Conclusion – Consolidating Super Funds
Consolidating super funds delivers genuine savings by eliminating duplicate fees and simplifying retirement planning. Nevertheless, the hidden insurance risk cannot be ignored. Default cover cancels automatically when accounts close, leaving many Australians unprotected without realising it. Therefore, members should thoroughly review their insurance policies before initiating any transfer. The ATO online services provide a straightforward consolidation process, but checking insurance coverage first remains the most critical step for protecting financial security throughout the journey towards retirement.
What are the main disadvantages of superannuation consolidation?
The primary disadvantages include the automatic cancellation of default insurance cover when accounts close, potential exit fees or early termination penalties on certain investment options, possible loss of access to unique investment choices offered by specific funds, and potential tax implications depending on your circumstances. Additionally, if you consolidate an account that receives employer contributions, you’ll need to notify your employer of the new payment details.
How much lost superannuation exists in Australia?
As of 30 June 2019, over AUD 30.58 billion worth of lost superannuation existed in Australia. Many Australians unknowingly hold multiple super accounts as a result of changing employers or not consolidating super funds over time, contributing to this substantial amount of unclaimed retirement savings.
What happens to my insurance when I consolidate super funds?
Insurance attached to superannuation accounts is cancelled when the account closes, and it does not transfer automatically to your new fund. Almost 70% of Australians who have life insurance hold it through super, and once a rollover completes and the old fund closes, the insurance cover ends and usually cannot be reinstated.

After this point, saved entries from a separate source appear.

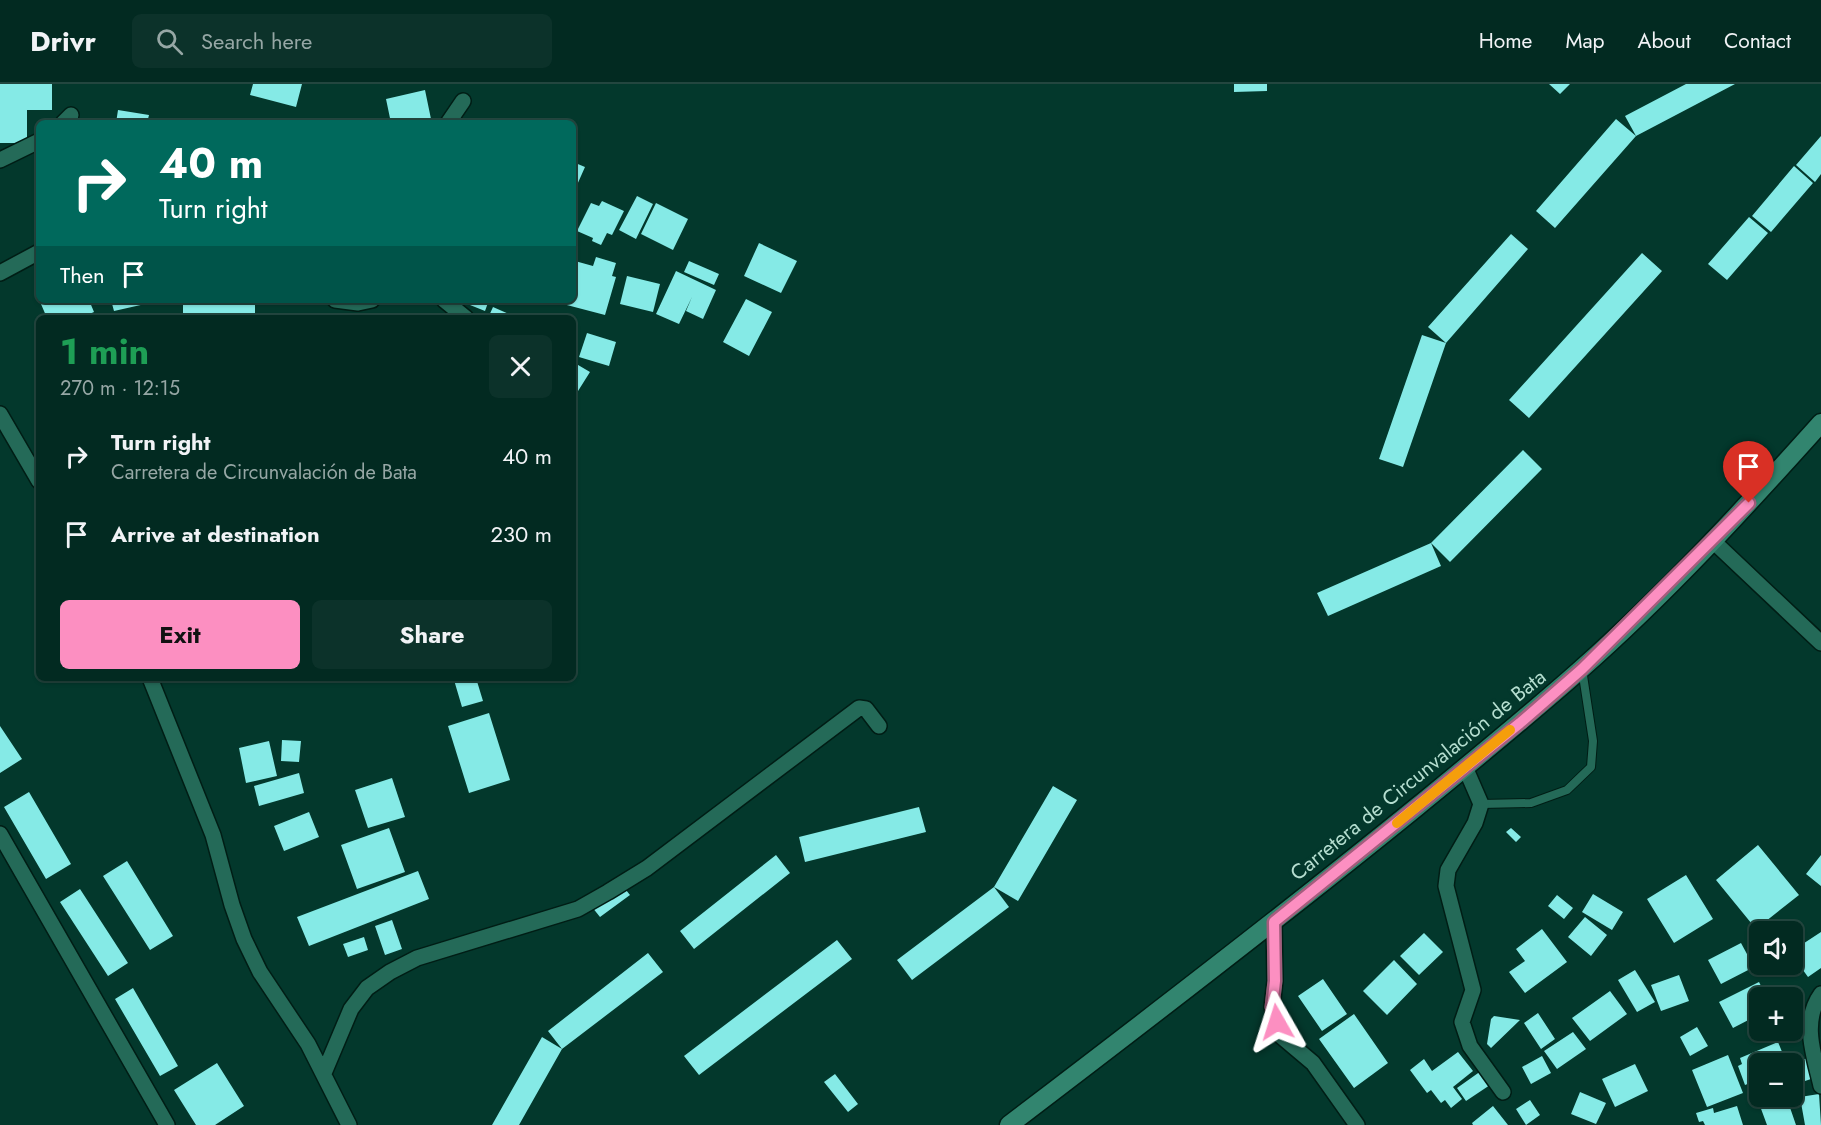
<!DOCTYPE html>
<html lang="en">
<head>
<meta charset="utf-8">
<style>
  :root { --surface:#022a21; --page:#0c322a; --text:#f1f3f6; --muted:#96a7a5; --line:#23463f; --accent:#fc8fc1 }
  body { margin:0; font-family:Jost,sans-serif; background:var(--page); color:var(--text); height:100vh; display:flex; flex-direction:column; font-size:22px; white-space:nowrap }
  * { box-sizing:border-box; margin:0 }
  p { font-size:20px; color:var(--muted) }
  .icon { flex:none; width:33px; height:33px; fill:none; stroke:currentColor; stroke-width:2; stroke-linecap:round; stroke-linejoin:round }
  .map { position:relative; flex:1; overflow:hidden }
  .details { position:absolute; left:36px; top:231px; width:540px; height:366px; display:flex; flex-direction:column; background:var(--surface); border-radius:9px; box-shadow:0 2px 4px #0004,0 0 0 2px var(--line) }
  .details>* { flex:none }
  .hud { position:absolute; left:36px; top:36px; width:540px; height:183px; border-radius:9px; box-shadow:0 2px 4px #0004,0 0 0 2px var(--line); background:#00695c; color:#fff; overflow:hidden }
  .controls { position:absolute; left:1749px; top:837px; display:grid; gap:12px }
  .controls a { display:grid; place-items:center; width:54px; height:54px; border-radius:9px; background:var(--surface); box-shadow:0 2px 4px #0004,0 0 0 2px var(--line); font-size:30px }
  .pin { position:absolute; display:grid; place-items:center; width:51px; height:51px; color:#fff; margin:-62px -26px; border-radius:50% 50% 50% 0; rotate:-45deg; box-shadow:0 0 6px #0007 }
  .pin .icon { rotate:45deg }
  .me { position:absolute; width:66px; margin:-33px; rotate:354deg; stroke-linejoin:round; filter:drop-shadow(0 0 4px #0008) }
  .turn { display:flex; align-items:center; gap:21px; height:126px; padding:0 24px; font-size:27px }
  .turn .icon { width:78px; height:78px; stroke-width:2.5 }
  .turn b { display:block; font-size:42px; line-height:51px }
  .then { display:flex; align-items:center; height:57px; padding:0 24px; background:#0003; gap:12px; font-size:22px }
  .round { display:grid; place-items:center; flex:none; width:63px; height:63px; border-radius:9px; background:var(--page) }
  .headline { display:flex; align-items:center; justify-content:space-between; height:102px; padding:0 24px }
  h1 { font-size:36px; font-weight:700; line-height:45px; color:#1e9e55 }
  .cta { display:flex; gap:12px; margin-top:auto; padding:12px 24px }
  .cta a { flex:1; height:69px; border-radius:9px; background:var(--accent); color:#111; font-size:24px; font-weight:700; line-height:69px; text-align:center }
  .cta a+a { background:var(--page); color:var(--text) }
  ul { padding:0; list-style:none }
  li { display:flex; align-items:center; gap:18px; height:78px; padding:0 24px }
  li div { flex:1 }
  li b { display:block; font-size:22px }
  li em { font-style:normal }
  header { display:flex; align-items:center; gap:36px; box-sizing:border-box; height:84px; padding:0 30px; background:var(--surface); border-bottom:2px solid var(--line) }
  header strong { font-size:28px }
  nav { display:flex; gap:33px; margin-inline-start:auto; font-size:21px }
  .search { width:420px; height:54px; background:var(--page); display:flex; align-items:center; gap:15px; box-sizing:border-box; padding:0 21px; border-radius:9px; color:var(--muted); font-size:22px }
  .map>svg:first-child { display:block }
</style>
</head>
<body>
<header>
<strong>Drivr</strong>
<div class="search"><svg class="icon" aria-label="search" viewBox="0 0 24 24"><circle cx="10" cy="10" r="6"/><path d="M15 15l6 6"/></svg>Search here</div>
<nav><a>Home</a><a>Map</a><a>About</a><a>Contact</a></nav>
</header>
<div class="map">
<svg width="1821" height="1041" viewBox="0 0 1821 1041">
  <rect width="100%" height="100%" fill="#03382c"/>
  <path fill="#85eae6" d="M0 0H52V26H27V59H0Z
    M253 0H302L296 23 250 11Z
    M1234 0H1267V7L1234 8Z
    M1549 0H1570L1560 10Z
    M1686 0H1735L1636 52 1555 144 1536 127 1616 35 1636 52 1625 32Z
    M425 6 431 35 416 39H391L386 15Z
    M118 26 149 31 147 39H116Z
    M1821 52V90L1815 98 1796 81Z
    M573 78 585 83 573 110Z
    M1794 82 1813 99 1771 148 1752 132Z
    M637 112 653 120 636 155 619 146Z
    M602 117 624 127 612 151 607 149 601 161 592 157 593 154 577 147 591 119 599 122Z
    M656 119 688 135 673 166 641 150Z
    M1749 133 1768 149 1727 196 1708 180Z
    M1511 150 1528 165 1446 259 1403 383 1379 375 1422 251 1446 259 1428 243Z
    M759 159 797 177 781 209 744 192Z
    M1642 169 1662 187 1529 334 1509 316Z
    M596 173 616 179 612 192 616 193 605 231 563 220 564 216H573V185L575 177 593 182Z
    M689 177 719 190 714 201 684 188Z
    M676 187 716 206 703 235 686 227 692 213 679 240 656 230Z
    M627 192 660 200 653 228 620 220Z
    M746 215 772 228 749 272 723 258Z
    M49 216H89L94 228 80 234H47L41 220Z
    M111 216H154V218L114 227Z
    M183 216H255V234H183Z
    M466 216H489L485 227 465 219Z
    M493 223 518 234H488Z
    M587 249 616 258 609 282 579 273Z
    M573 278 590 288 573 315Z
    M1523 366 1542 385 1450 478 1431 459 1441 482 1328 532 1317 509 1431 459Z
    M460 594H476L483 617 462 623 454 596Z
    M489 629 510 696 469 709 448 642Z
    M0 642 22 675 0 689Z
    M282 656 301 657 299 678 281 677Z
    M269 657 277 692 246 699 239 664Z
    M299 689 304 709 259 722 254 702Z
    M392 694 405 733 368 744 355 706Z
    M1053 702 1077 716 1018 817 994 803Z
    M29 708 71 780 46 795 4 723Z
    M919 723 926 748 805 778 799 753Z
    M309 728 319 753 284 767 274 742Z
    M389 744 405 788 357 805 341 761Z
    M1511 744 1521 753 1516 758 1506 748Z
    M1758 761 1799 811 1756 845 1716 796Z
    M776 771 790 789 694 865 680 847Z
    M1821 771V802L1806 790Z
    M127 777 173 852 150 866 103 792Z
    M418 787 429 815 309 862 297 833Z
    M1686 791 1713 835 1674 859 1647 815Z
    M622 801 630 811 600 833 592 823Z
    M994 803 1009 823 912 896 897 876Z
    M80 805 128 879 108 892 60 818Z
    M1593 810 1623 828 1612 846 1582 828Z
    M1557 811 1573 824 1564 835 1548 822Z
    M1585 833 1607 851 1591 872 1568 853Z
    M392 836 402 865 385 871 375 842Z
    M1542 845 1567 878 1525 909 1509 888 1525 877 1516 865Z
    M1821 848V884L1808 893 1792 871V867Z
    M1424 849 1443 868 1419 891 1400 872Z
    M364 853 368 866 348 873 343 860Z
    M837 856 852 875 699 991 684 972Z
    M1741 859 1754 883 1721 900 1708 876Z
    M648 869 663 888 562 965 519 1041H492L542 953 562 965 548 947Z
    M1394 876 1417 900 1387 931 1363 907Z
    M1635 886 1655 918 1637 928 1618 896Z
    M1679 891 1689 917 1661 927 1651 901Z
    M1323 895 1347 930 1322 947 1298 912Z
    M1759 898 1767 914H1760V930L1733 944 1719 918Z
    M133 904 178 982 160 992 115 915Z
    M1610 907 1627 930 1590 957 1572 934Z
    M1538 929 1555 955 1541 965 1524 939Z
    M1354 930 1388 979 1354 1004 1319 955Z
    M1494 932 1520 936 1491 964 1487 960 1491 935Z
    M1697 943 1708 962 1690 972 1680 953Z
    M1573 948 1586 965 1557 985 1544 967Z
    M1778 958 1787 980H1760V1002L1752 1005 1750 999 1745 1001 1738 982 1742 980 1740 974Z
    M1458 968 1473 987 1453 1003 1462 1015 1451 1024 1445 1016 1441 1019 1431 1006 1427 1009 1410 986 1424 975 1432 987Z
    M1728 971 1743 1009 1707 1023 1692 986Z
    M1542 972 1551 989 1531 1000 1522 983Z
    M1808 974 1814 994 1799 999 1792 979Z
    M217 979 244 1022 215 1041H196L174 1006Z
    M1635 980 1648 1007 1615 1023 1602 995Z
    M1481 987 1490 1001 1466 1017 1457 1004Z
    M835 990 858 1020 848 1028 824 998Z
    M1580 1008 1606 1019 1596 1040 1571 1030Z
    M1819 1010 1821 1041H1805L1800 1013Z
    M1786 1012 1796 1041H1767L1760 1022Z
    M1530 1016 1540 1031 1526 1041 1516 1025Z
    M1493 1022 1508 1041H1473L1472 1039Z
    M1737 1022 1743 1041H1705L1703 1037 1699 1038 1696 1029 1713 1024 1714 1029Z"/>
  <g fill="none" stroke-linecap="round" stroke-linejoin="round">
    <g stroke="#011d15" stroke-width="10">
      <path id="service" d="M1481 720 1531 719 1567 706 1591 683 1593 657 1582 585"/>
    </g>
    <g stroke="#011d15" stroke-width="18">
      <path id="minor" d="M63 39 71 31
        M448 39 463 17
        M0 76 39 57
        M0 189 39 168
        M335 216 358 219 372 216
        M444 216 466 234
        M0 330 39 397
        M1713 457 1821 559
        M150 594 213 751 232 821 244 855 260 888 308 960 349 1041
        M1465 683 1481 720 1475 739 1448 786 1446 802 1473 906 1462 938 1470 962 1503 1008
        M0 750 167 1041
        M1274 838 1275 897 1272 923 1281 952 1313 979 1357 1041
        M1821 910C1801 938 1814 971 1821 1002
        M324 989 351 925 367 904 390 888 417 874 578 825 608 808 647 784 859 624 866 625 879 642"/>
    </g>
    <g stroke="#011d15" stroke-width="21">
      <path id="primary" d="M1009 1041C1147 936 1284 831 1418 722 1473 677 1527 633 1580 586 1666 510 1744 425 1821 339"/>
    </g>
    <use href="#service" stroke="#246a58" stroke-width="8"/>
    <use href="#minor" stroke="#246a58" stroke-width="15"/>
    <use href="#primary" stroke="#32856f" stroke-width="18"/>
  </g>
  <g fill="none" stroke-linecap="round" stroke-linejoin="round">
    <g stroke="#a45d7d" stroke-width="15">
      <path id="route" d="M1277 938 1272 923 1275 897 1274 838 1520 639 1582 585 1749 419"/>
    </g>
    <use href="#route" stroke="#fc8fc1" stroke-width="10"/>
    <path stroke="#f59e0b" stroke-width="10" d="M1397 739 1510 646"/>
  </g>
  <g text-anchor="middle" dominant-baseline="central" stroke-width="6" stroke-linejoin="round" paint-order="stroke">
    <g font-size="21" fill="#b5ded0" stroke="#03382c">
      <text transform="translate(1418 691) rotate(-39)">Carretera de Circunvalación de Bata</text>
    </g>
  </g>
</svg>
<div class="controls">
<a><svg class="icon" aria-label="sound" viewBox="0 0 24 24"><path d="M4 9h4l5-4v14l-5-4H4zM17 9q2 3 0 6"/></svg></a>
<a>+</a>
<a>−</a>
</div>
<div class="pin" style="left:1749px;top:419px;background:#d93025"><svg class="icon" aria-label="arrive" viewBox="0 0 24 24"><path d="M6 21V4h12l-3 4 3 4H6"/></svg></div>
<svg class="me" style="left:1277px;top:938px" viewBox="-20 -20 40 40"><path d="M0-17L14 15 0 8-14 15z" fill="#fc8fc1" stroke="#fff" stroke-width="4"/></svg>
<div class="hud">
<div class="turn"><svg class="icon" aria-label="right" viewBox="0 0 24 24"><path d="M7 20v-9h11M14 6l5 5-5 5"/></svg><div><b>40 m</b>Turn right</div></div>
<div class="then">Then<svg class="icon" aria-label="arrive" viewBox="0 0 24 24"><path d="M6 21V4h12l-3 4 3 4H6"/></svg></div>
</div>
<section class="details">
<div class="headline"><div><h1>1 min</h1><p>270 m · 12:15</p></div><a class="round"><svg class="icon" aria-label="close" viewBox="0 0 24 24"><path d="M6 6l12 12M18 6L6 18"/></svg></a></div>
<ul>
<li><svg class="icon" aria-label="right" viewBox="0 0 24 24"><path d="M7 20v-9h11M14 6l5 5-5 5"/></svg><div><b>Turn right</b><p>Carretera de Circunvalación de Bata</p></div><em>40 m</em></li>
<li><svg class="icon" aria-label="arrive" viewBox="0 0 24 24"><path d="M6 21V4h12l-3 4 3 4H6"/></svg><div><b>Arrive at destination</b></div><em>230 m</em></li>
</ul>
<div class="cta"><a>Exit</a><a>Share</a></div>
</section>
</div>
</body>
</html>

This is particularly problematic for members with pre-existing medical conditions or those aged 60 or over.
How much can I save by consolidating my super accounts?
By consolidating super funds, you eliminate duplicate administrative, investment, and insurance charges that erode retirement savings. For example, Australia’s largest super fund charges AUD 1.53 per week plus 0.10% per annum of account balance. Consolidating superannuation funds means paying one set of fees instead of multiple charges, potentially saving hundreds or even thousands of dollars annually.